Stress from city life may affect the brain adversely. |
City dwellers worldwide enjoy several advantages over their rural compatriots, including, on average, better job prospects and better access to food and health care (not to mention nightlife). At the same time, city living can be stressful, and studies have found that mental health problems, such as schizophrenia, depression, and anxiety disorders, are more common in urbanites. Now, researchers have taken a crack at understanding this connection by looking for differences in how the brains of people from urban and rural environments react to certain kinds of stress.
Psychiatrist Andreas Meyer-Lindenberg and collaborators at the Central Institute of Mental Health and the University of Heidelberg Medical Faculty in Mannheim, Germany, have previously used brain-imaging methods to search for abnormalities in the brains of people with genetic risk factors for mental illness. In the new study, Meyer-Lindenberg says, the group wanted to apply the same approach to environmental risk factors, which can be even more powerful than genetic factors. "Urbanicity ... has a much higher associated risk than any gene," he says. "The idea was to take people with that risk factor and see if there's anything different in their brains."

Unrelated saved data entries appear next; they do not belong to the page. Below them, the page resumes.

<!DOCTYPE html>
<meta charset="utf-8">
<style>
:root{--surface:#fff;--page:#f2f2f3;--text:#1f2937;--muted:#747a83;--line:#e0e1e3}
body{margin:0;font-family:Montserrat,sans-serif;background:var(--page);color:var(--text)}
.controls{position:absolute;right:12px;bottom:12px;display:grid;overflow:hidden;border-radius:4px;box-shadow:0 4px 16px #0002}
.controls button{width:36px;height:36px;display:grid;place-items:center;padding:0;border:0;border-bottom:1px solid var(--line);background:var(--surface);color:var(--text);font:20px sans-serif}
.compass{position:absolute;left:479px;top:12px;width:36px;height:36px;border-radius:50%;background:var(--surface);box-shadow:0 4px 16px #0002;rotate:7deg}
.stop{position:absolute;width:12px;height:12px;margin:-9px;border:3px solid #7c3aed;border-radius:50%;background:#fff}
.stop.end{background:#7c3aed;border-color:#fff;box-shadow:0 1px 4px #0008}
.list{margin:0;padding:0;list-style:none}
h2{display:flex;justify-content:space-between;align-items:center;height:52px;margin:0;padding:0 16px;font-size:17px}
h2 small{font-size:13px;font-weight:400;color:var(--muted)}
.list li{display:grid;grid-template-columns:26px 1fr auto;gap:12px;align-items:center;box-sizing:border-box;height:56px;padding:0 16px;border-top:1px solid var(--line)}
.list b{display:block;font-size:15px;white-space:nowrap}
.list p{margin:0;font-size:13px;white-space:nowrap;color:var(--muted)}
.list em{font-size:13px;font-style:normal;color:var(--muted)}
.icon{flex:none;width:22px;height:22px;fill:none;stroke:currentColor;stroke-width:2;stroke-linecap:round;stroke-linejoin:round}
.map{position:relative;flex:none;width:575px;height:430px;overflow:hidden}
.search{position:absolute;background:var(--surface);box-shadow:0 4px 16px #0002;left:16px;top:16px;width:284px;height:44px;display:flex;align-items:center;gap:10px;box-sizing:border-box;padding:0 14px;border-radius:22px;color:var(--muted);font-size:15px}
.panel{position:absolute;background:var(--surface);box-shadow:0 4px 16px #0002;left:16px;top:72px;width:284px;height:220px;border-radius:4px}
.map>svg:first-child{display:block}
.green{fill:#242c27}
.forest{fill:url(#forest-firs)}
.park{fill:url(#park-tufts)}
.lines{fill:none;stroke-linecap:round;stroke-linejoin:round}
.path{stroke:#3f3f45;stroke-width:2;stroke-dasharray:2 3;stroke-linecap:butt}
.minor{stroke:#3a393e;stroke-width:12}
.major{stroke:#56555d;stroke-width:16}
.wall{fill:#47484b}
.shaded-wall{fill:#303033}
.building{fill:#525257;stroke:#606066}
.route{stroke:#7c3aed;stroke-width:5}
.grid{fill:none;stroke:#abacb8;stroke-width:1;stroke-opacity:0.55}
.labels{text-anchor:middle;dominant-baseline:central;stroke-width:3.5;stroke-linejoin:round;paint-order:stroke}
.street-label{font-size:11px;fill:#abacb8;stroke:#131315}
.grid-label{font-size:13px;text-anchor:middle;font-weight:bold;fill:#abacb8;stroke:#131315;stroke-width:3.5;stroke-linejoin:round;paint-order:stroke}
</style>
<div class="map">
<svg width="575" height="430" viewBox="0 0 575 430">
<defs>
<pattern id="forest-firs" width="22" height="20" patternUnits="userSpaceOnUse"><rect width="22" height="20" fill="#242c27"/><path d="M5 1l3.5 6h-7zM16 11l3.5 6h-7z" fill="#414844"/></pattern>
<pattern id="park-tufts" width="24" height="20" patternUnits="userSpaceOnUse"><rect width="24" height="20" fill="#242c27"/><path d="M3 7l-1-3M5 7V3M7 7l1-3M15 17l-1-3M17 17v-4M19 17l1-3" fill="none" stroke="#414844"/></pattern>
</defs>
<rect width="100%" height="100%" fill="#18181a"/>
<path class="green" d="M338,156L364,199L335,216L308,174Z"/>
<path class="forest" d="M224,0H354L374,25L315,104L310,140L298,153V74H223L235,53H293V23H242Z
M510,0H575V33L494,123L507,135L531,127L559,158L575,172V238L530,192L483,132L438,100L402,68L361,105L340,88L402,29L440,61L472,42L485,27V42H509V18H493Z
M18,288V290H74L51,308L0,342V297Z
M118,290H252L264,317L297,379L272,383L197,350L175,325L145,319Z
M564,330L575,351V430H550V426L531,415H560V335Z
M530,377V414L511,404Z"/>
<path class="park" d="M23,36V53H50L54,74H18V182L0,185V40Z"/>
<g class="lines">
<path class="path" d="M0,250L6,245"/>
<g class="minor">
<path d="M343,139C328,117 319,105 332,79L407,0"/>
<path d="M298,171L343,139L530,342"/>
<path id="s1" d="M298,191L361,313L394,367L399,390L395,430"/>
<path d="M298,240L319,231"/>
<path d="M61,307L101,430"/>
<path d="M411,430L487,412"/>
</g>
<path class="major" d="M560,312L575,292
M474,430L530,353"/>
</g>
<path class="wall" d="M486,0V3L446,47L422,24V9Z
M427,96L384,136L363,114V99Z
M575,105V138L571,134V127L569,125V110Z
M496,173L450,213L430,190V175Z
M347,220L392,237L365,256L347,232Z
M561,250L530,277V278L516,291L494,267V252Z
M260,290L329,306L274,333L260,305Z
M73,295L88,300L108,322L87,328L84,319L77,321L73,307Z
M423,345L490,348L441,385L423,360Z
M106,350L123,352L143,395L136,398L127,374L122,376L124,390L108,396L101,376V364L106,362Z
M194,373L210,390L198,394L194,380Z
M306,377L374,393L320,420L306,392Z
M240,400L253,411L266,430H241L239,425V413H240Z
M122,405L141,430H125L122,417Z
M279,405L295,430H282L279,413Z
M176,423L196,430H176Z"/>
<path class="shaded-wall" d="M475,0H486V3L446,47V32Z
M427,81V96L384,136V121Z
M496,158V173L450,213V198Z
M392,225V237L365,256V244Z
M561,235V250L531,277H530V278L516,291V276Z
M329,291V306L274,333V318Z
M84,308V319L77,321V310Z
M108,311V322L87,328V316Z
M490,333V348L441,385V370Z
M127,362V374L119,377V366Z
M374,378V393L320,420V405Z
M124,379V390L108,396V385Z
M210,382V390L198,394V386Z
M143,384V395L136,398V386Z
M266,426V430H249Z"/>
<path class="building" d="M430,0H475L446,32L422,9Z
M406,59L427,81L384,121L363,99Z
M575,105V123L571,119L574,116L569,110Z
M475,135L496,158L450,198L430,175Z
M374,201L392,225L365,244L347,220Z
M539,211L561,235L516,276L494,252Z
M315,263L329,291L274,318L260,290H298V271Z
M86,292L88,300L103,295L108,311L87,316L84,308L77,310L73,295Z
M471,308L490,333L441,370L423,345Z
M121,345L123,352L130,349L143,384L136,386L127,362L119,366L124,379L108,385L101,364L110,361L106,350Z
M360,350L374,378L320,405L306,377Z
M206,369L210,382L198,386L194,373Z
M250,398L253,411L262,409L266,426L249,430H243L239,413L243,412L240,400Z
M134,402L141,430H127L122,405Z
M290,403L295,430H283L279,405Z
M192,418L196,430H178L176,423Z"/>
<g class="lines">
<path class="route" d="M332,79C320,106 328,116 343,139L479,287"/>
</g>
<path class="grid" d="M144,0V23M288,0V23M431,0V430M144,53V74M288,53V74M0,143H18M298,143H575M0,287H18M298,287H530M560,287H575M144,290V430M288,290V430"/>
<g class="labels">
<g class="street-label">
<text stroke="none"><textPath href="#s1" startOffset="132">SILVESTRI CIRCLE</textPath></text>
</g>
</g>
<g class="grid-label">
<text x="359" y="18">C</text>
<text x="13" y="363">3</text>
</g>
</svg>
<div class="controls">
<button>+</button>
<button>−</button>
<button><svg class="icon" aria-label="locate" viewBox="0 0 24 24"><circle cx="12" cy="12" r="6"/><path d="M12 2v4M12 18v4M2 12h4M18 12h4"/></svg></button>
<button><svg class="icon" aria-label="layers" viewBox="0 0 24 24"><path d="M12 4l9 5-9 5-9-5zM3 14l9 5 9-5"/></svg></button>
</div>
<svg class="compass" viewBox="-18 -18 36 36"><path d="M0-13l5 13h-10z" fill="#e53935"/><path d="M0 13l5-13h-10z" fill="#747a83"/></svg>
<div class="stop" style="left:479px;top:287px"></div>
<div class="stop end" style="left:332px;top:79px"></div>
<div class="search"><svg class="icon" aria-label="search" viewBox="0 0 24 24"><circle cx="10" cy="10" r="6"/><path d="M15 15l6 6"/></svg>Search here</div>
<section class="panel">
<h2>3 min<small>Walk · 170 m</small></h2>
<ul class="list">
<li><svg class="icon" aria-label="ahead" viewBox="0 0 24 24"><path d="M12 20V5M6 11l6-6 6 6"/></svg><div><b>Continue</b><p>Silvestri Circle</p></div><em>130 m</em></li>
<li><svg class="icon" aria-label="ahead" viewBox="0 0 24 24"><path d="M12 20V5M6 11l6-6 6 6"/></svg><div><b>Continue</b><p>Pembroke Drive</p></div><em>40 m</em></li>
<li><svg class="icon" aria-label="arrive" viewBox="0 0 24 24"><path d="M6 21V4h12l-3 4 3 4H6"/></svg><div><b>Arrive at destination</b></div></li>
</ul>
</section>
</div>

In an initial study, the researchers placed ads in local newspapers to recruit 32 healthy German adults from cities (with more than 100,000 inhabitants), towns (with more than 10,000 inhabitants), or rural areas. Inside a functional magnetic resonance imaging (fMRI) scanner, which monitors brain activity, a subject worked on difficult arithmetic problems while a fake "performance monitor" indicated a dismal success rate compared with other subjects. Then the researchers ramped up the stress. Meyer-Lindenberg explains: "We would call them in between runs and say, 'We notice this seems to be very hard for you, but please understand these experiments are very expensive, so if you could just try to at least be above the bottom quarter, we'd really appreciate it.' " Measurements of the subjects' heart rates, blood pressure, and stress hormone levels indicated that the stress was indeed getting to them.
The fMRI scans showed that volunteers who currently lived in a city exhibited greater activation in the amygdala than did rural denizens during social stress. Previous studies have suggested that the amygdala, among other roles, evaluates social threats and is overactive in people with anxiety disorders. People who'd been raised in a city, regardless of their current home, showed a different pattern: more activation in the perigenual anterior cingulate cortex (pACC), another region thought to be involved in emotion and social processing, and implicated in some studies on schizophrenia. To Meyer-Lindenberg, the findings suggest that the pACC may be susceptible to lasting effects from the environment early in life, whereas the amygdala is more sensitive to one's current situation.
Two follow-up experiments with new groups of volunteers and different tasks inside the scanner reinforced these findings, suggesting that the bigger the city someone currently lives in, the more amygdala activity he or she exhibits during social stress. And the more time spent in a city as a child, the more the pACC revs up, the team reports online today in Nature.
Meyer-Lindenberg suspects that city living actually causes these differences in brain activity. He acknowledges that the data so far can't prove that, but he notes that his team found no correlations between brain activity and several measures of subjects' mood and personality, or with demographic factors, such as education and income.
"I like the idea of going from population studies into the lab to test mechanisms," says John Cacioppo, a social neuroscientist at the University of Chicago in Illinois. He's not yet convinced that the German team has ruled out alternative explanations for their findings, but he thinks the idea that city living increases the risk of mental illness by altering the brain's sensitivity to social stress is worth following up on. Cacioppo says he'd like to see future studies delve into specifically what kinds of social stress in urban environments are potentially harmful. Being mocked by a scientist isn't a daily occurrence for many city dwellers, he notes, but feelings of loneliness and exclusion (or on the other hand, overcrowding), or perceptions of discrimination, powerlessness, or low status, might be.